Melissa Nelson, The ‘Irresistible’ Dental Assistant, Loses Again In Court

Melissa Nelson, the dental assistant who was fired for being “irresistible,” has lost her sex discrimination case for a second time in the Iowa Supreme Court.

Back in December, Iowa’s highest court ruled unanimously that James Knight, D.D.S. did not engaged in illegal gender discrimination under Iowa law when he fired Nelson because he perceived her attractiveness to be a hazard to his marriage. There was no allegations of sexual harassment or any issues with her job performance.

The state Supreme Court subsequently agreed to reconsider its decision, which was released today, but with the same outcome. As AP summarizes, “the all-male court found that bosses can fire employees they see as threats to their marriages, even if the subordinates have not engaged in flirtatious or other inappropriate behavior. The court said such firings do not count as illegal sex discrimination because they are motivated by feelings, not gender.”
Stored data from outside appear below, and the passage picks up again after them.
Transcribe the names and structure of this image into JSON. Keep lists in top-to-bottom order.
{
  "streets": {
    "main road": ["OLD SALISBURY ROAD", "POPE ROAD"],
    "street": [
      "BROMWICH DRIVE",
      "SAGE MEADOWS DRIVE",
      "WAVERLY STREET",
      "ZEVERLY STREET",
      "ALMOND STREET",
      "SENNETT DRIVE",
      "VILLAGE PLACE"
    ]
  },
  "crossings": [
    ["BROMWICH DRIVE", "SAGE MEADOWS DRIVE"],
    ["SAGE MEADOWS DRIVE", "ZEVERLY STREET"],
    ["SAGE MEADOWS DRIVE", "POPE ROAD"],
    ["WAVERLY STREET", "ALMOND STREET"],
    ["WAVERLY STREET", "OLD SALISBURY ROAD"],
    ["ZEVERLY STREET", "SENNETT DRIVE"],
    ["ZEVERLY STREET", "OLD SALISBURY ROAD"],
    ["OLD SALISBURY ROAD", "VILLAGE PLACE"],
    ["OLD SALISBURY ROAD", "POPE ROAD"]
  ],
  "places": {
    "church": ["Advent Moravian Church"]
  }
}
Under the traditional employment at will doctrine, employees can in general be fired for any reason or no reason as long as it doesn’t violate civil rights or fair employment laws, a personal services or union contract, or an employee handbook provision. Courts can sometimes find a so-called public policy exception to rule in favor of a terminated employee in the absence of a controlling statute, but none was found in the Melissa Nelson case. Those are instances where a court finds that it would be in the best interests of society to give an employee relief.

In a 32-page opinion, the unanimous court noted that it did not endorse the action taken by the dentist but that its job was to determine whether any law was broken: “… the issue before us is not whether a jury could find that Dr. Knight treated Nelson badly. We are asked to decide only if a genuine fact issue exists as to whether Dr. Knight engaged in unlawful gender discrimination when he fired Nelson at the request of his wife. For the reasons previously discussed, we believe this conduct did not amount to unlawful discrimination, and therefore we affirm the judgment of the district court.”

Do you agree with the court decision in the Melissa Nelson case?